Exercise data
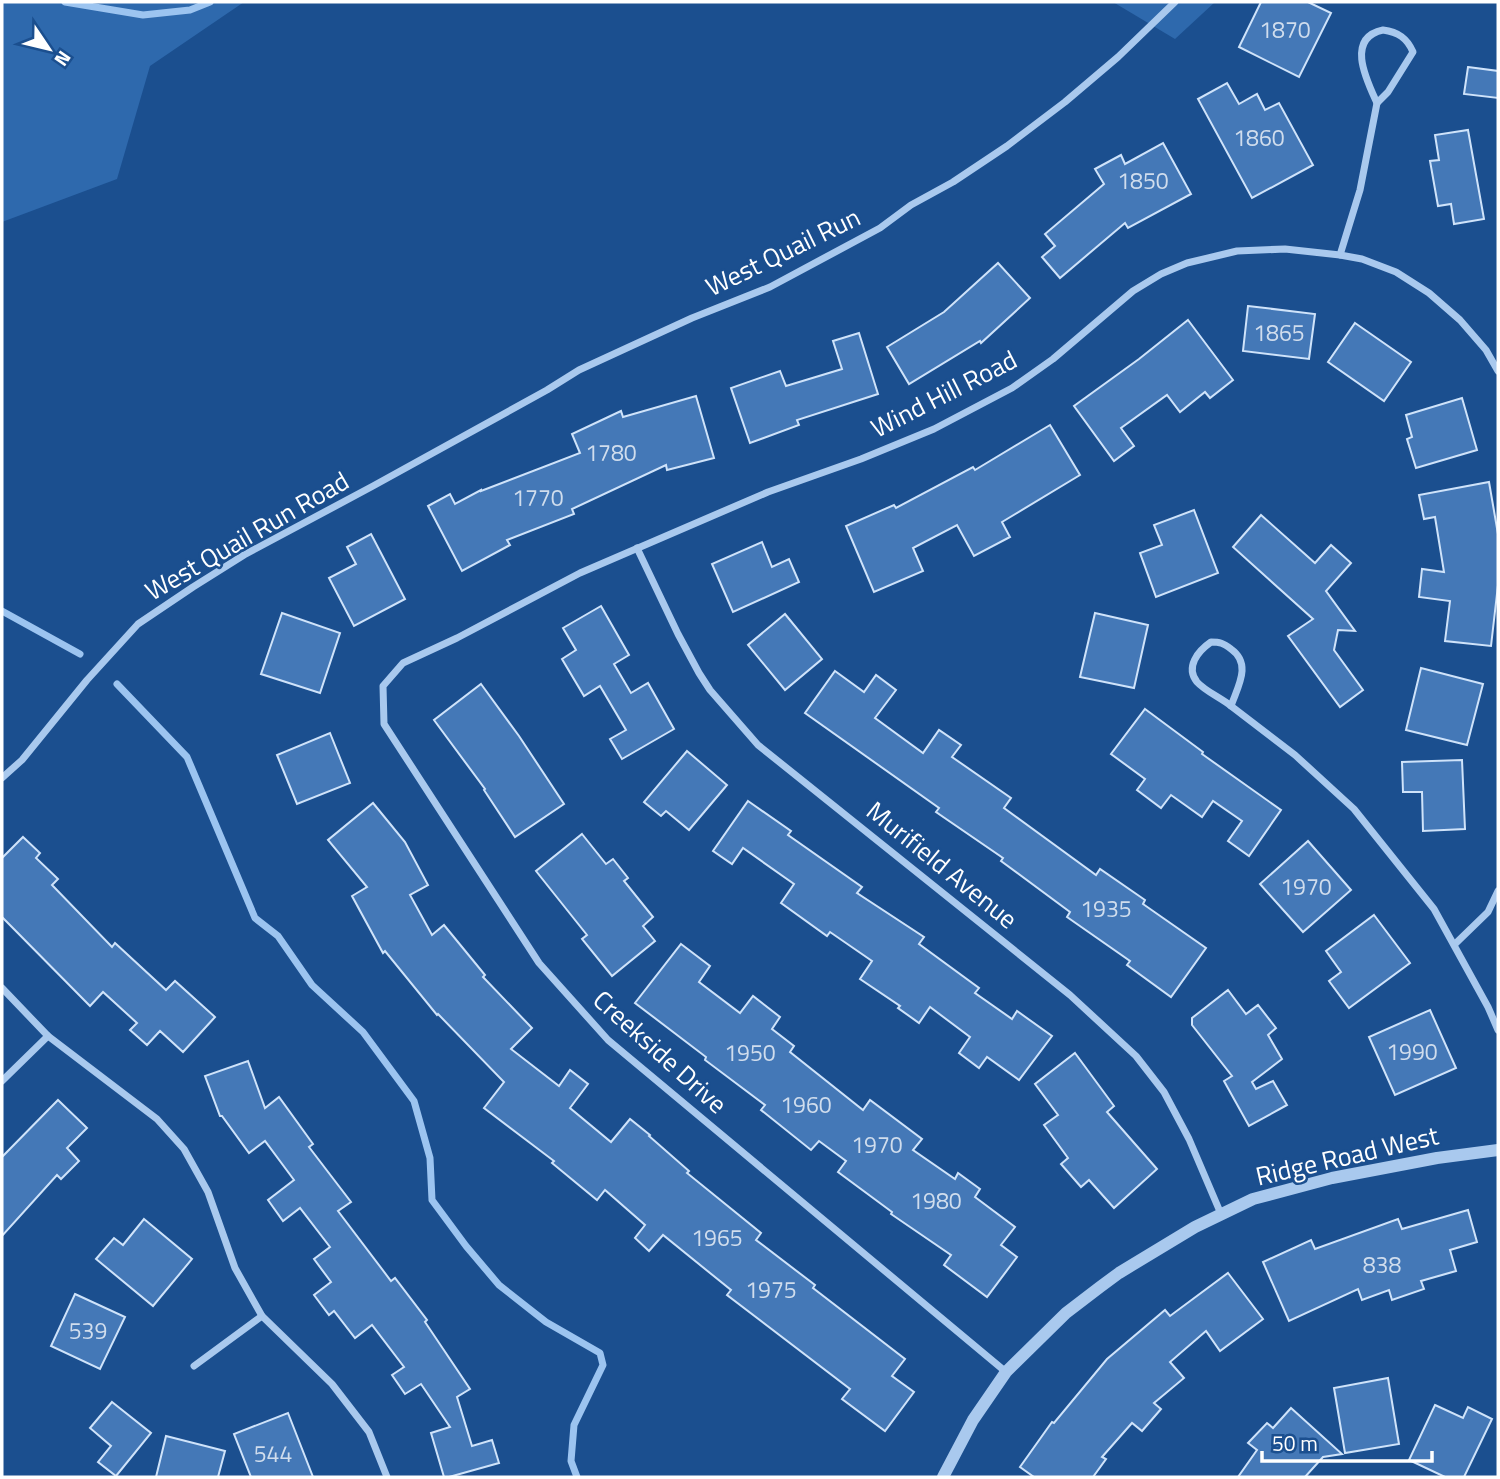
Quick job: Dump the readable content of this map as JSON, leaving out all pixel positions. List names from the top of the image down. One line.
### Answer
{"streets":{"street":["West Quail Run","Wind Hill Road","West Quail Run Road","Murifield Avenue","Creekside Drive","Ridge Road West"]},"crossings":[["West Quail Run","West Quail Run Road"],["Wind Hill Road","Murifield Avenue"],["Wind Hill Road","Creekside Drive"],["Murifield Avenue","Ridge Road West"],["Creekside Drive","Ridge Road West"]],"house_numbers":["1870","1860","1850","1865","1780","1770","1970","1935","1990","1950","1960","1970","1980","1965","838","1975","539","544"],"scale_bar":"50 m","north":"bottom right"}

What you are asked to do
Return the material exactly as written, except for any pictures it holds.

Answer area
Quick job: Dump the readable content of this map as JSON, leaving out all pixel positions. List names from the top of the image down. One line.
### Answer
{"streets":{"street":["West Quail Run","Wind Hill Road","West Quail Run Road","Murifield Avenue","Creekside Drive","Ridge Road West"]},"crossings":[["West Quail Run","West Quail Run Road"],["Wind Hill Road","Murifield Avenue"],["Wind Hill Road","Creekside Drive"],["Murifield Avenue","Ridge Road West"],["Creekside Drive","Ridge Road West"]],"house_numbers":["1870","1860","1850","1865","1780","1770","1970","1935","1990","1950","1960","1970","1980","1965","838","1975","539","544"],"scale_bar":"50 m","north":"bottom right"}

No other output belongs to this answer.